Incomes of the middle layer representatives are a bit higher than the living wage. For them, it is not a problem to pay communal bills, buy food and clothes, have a dwelling, purchase household equipment, afford to buy individual cars, spend vacations and have fun within the country. The representatives of this layer are businessmen, large and small entrepreneurs, high-rank representatives of medical, engineering – technical and scientific creative intelligentsia,and famous specialists. The high sublayer of the middle layer consists of the representatives of the industrial business and marketing sphere. Prestigious work and a high social rank bring them close to the upper layer.

    The low sublayer of the middle layer is close to the high sublayer of the lower layer. This sublayer unites active people with the knowledge and experience necessary for their working activities; they work in private enterprises, grow agricultural products, and are engaged in commerce, craft production, and small business. The specific weight of the middle layer representatives in the stratification structureof society is 16-18% which isnot a satisfactory indicator. It is just why we say that the existing stratification structure is pathological.

     Nowadays even a first-year student of sociology knows that progress and well-being of society largely depend on the middle layer. In our case, the existing situation is alarming and political stability, economic, legal and other reforms are necessary to improve it.

    The majority of Georgian society, about 75-80% belongs to the lower layer and thus strengthens our position regarding the pathology of the social stratification structure. As noted above, forming the lower layer completely depends on economic factors, and the amount of income. The high sublayer of this layer consists of people who are on the verge of poverty and do not reach the subsistence wage, though they can work. The majority of them receive their incomes from the state budget or private enterprises or both sources.
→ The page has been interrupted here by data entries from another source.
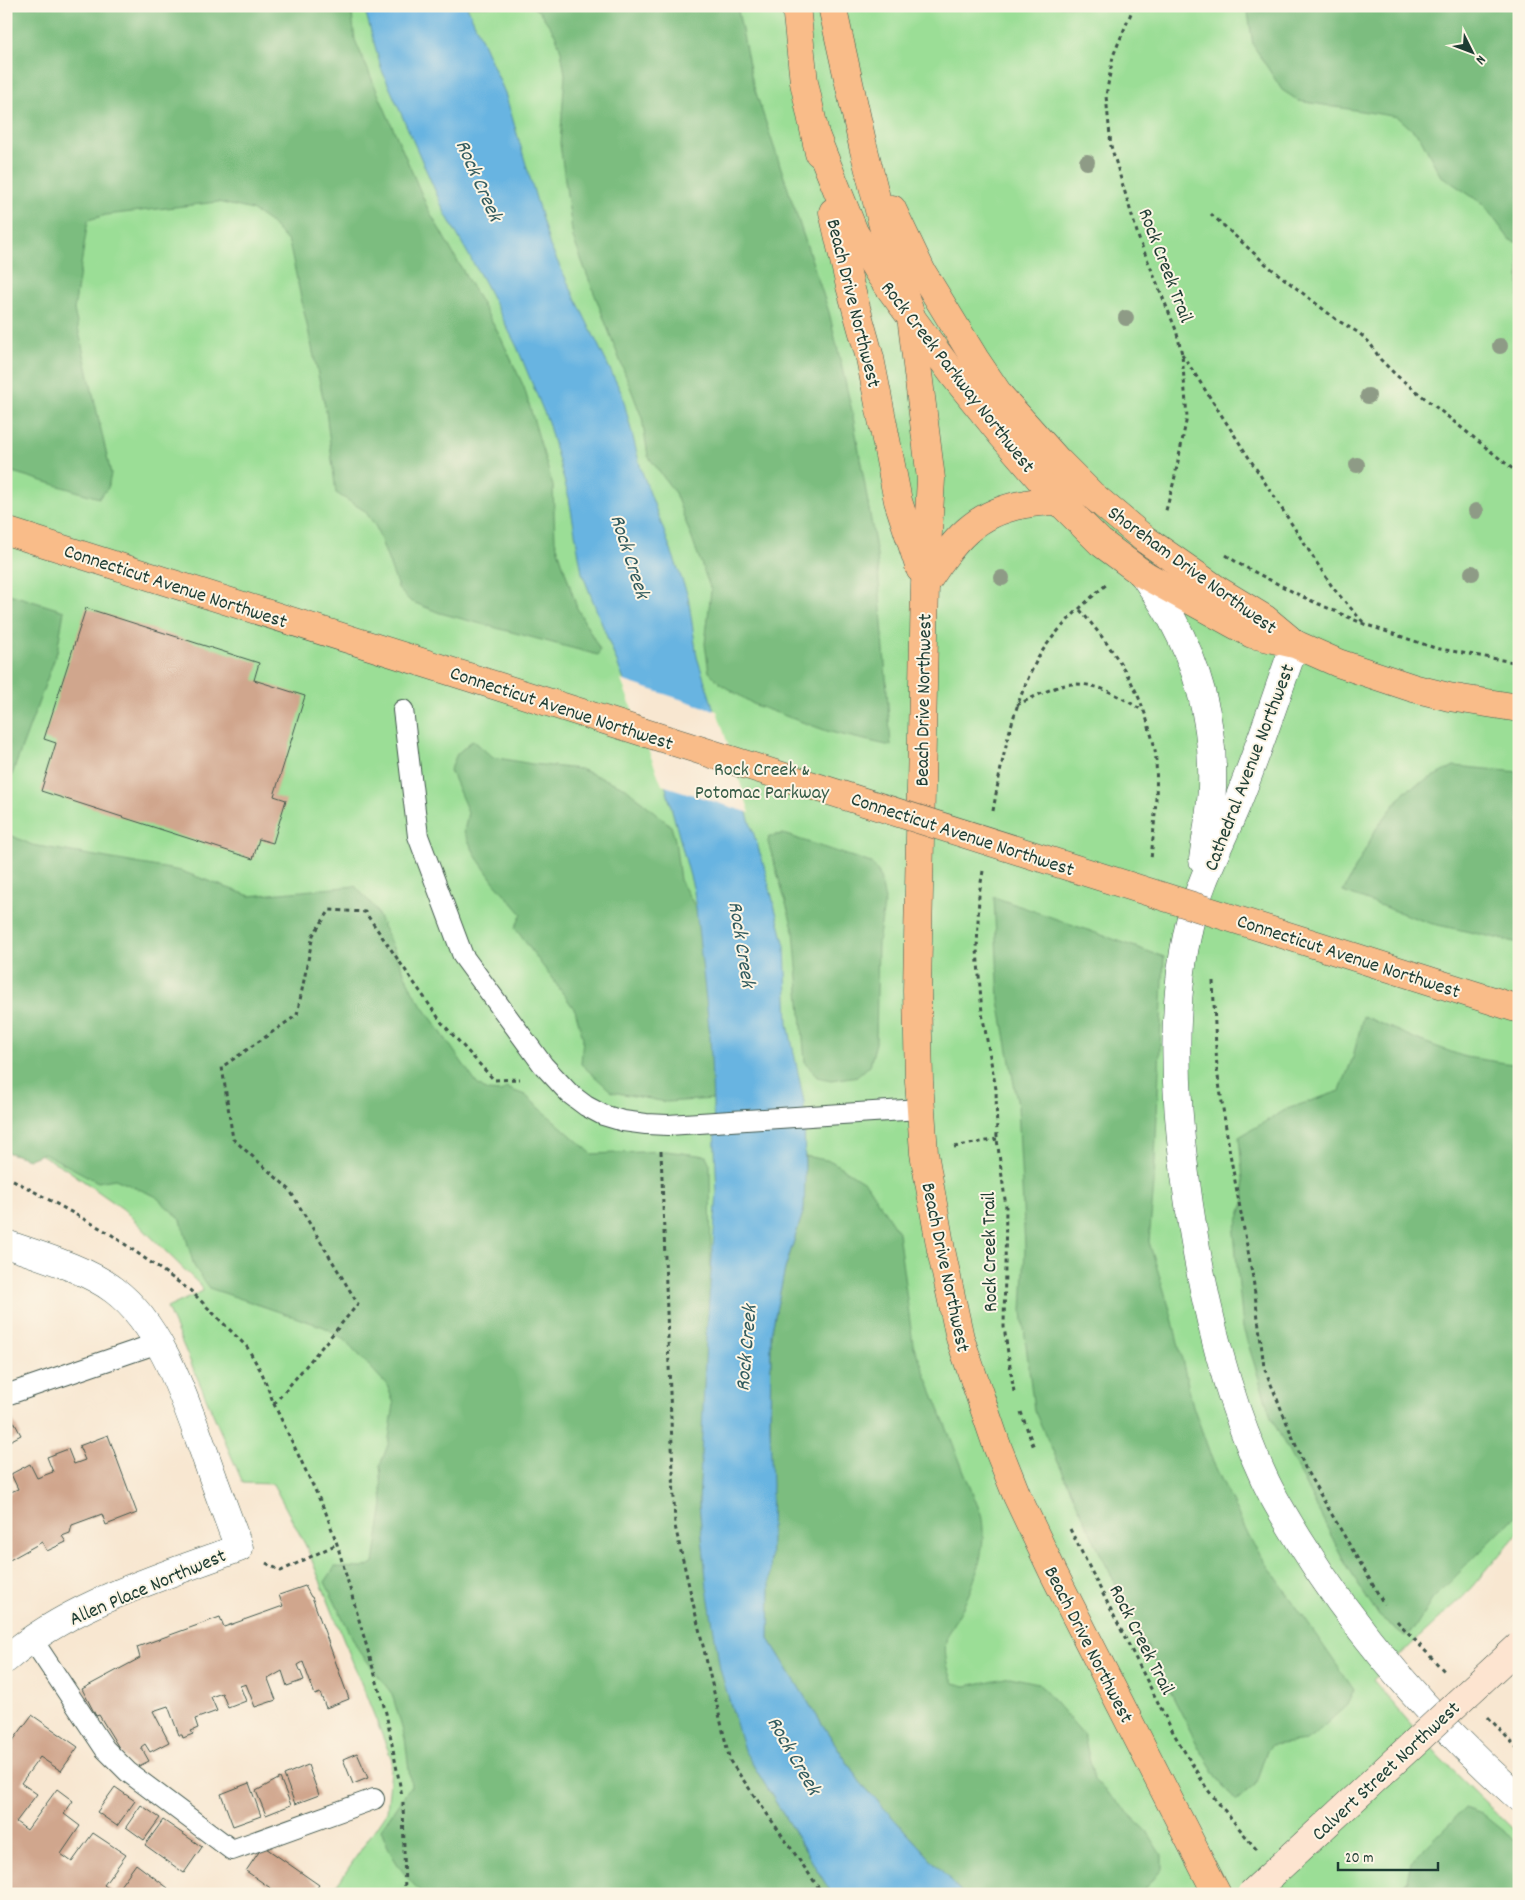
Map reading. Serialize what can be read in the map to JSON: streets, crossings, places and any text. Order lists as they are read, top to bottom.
{
  "streets": {
    "main road": [
      "Beach Drive Northwest",
      "Rock Creek Parkway Northwest",
      "Shoreham Drive Northwest",
      "Connecticut Avenue Northwest",
      "Calvert Street Northwest"
    ],
    "street": ["Cathedral Avenue Northwest", "Allen Place Northwest"],
    "path": ["Rock Creek Trail"]
  },
  "crossings": [
    ["Beach Drive Northwest", "Rock Creek Parkway Northwest"],
    ["Beach Drive Northwest", "Shoreham Drive Northwest"],
    ["Rock Creek Parkway Northwest", "Shoreham Drive Northwest"],
    ["Shoreham Drive Northwest", "Cathedral Avenue Northwest"]
  ],
  "water": ["Rock Creek"],
  "parks": ["Rock Creek & Potomac Parkway"],
  "scale_bar": "20 m",
  "north": "bottom right"
}
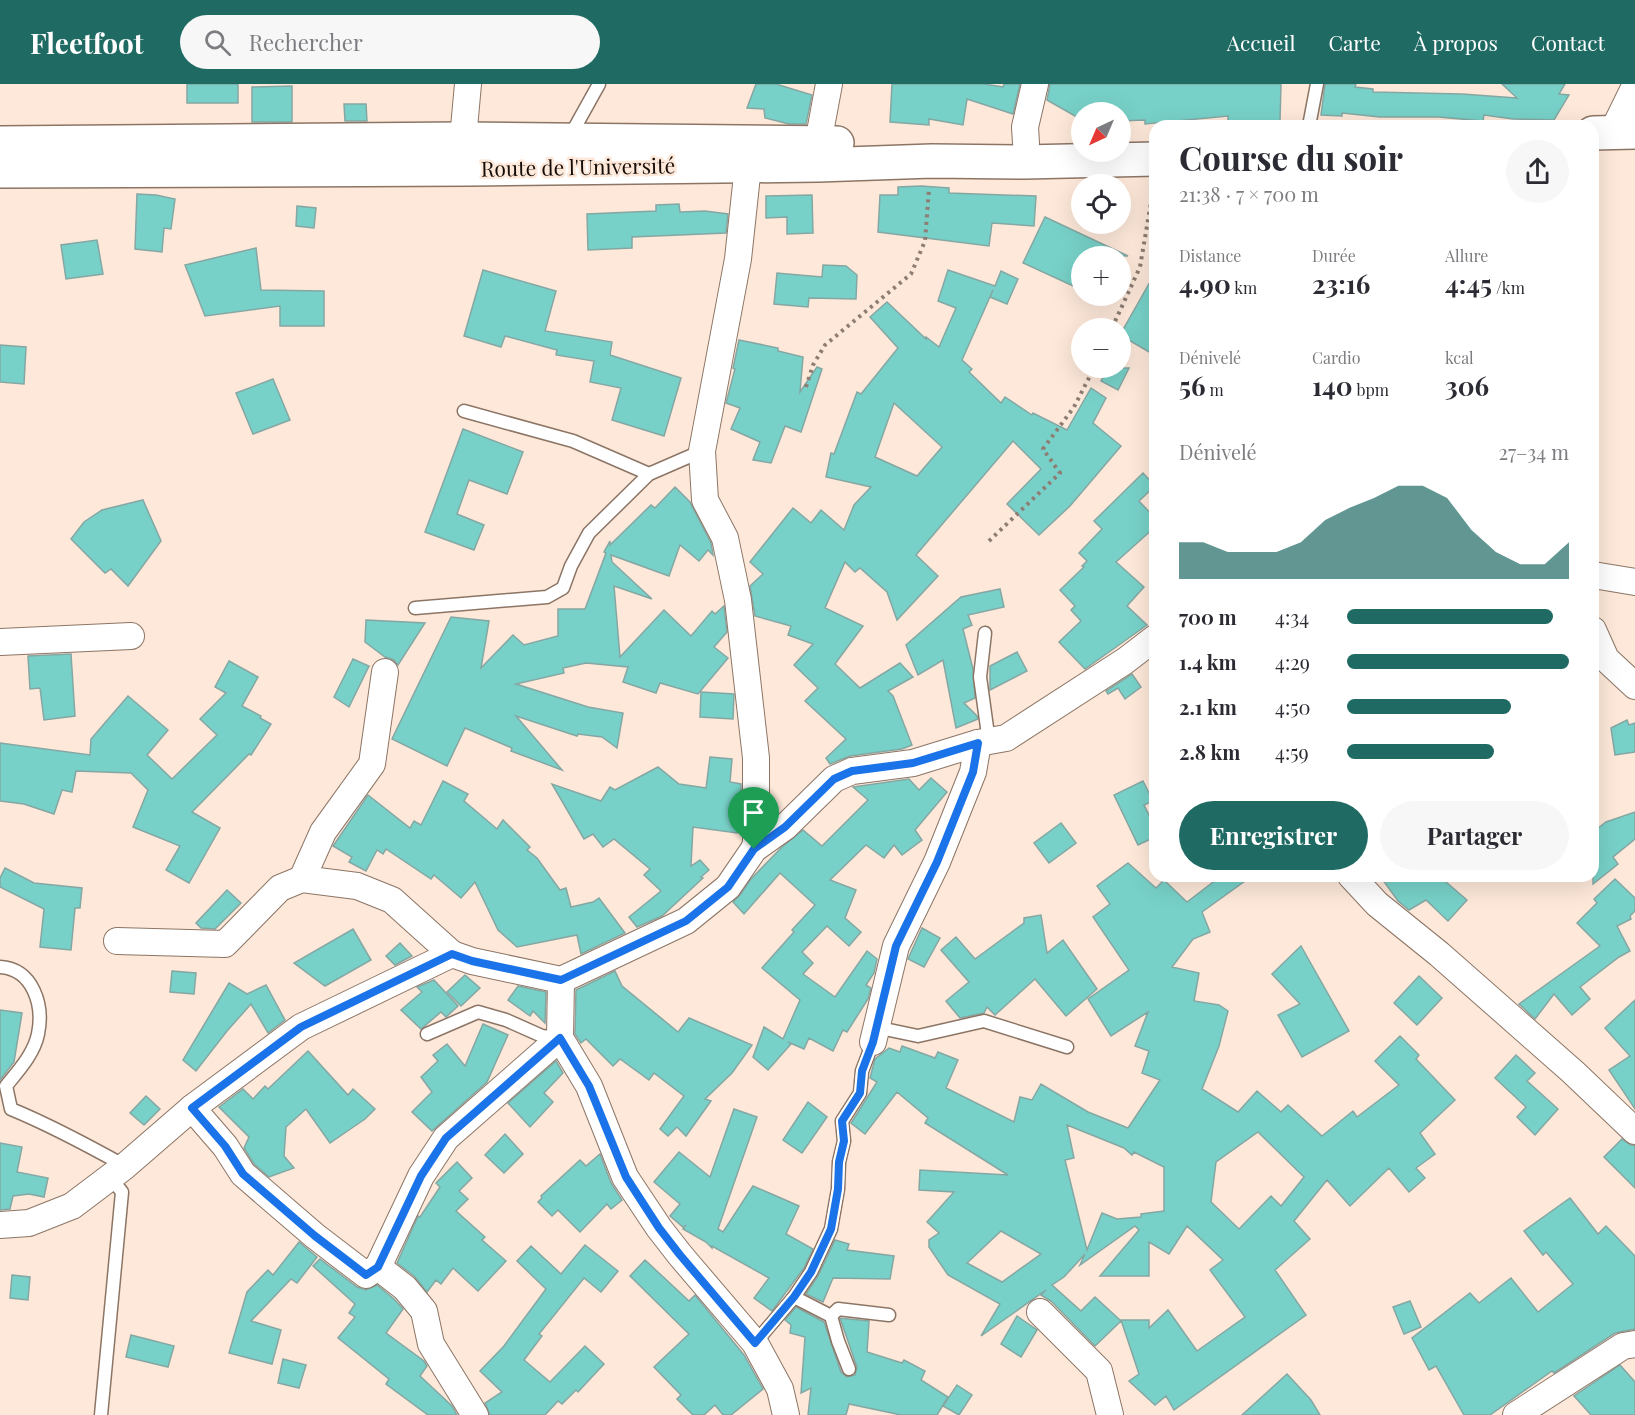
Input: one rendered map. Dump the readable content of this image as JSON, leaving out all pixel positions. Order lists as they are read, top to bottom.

The high sublayer consists of a large portion of our intelligentsia (teachers and lecturers), servants, labourers and peasants.

    The part of society whose income is completely determined by the state budget - pension, assistance variousprivileges - belongs to the low sublayer of the lower layer. Part of them is disabled or passive. This layer consists of persons with disabilities, socially vulnerable, unemployed, internally displaced persons, lonely and helpless persons and others. Unfortunately, the social conditions of the people in this sublayer are extremely grave. (According to Saxstat 2021 data, the number of pensioners and social package recipients will be 971.3 thousand, of which the number of age pensioners will be 793.8 thousand) (Sakstat 2021).

     It is evident that the main stratification factor in contemporary Georgian society is economic (amount of income), while in civilized socii noneconomical factors – education, knowledge, professionalism, culture, etc. are non the less important (Giddens, Sutton, 2014). In our case, the property status determines prestige and it certainly is a demonstration of pathology, while in a normal situation prestige is not defined without considering education, professionalism and culture.


     During the history of its existence and development,the social stratification structure of Georgian society underwent a range of changes and accepted the form it has at present. Nowadays Georgian society consists of the same layers as American or British, but in difference from them the specific weight of the lower layer in comparison to the middle layer is immeasurably large in the whole stratification structure and it points to its pathological character. The solution to the problem should not be left unattended hoping that the internal regularity of development of society will settle it. It will take much time to mend things so the first-rate goal is to create and promote the conditions favourable for forming and developing the middle layer and not struggle against it.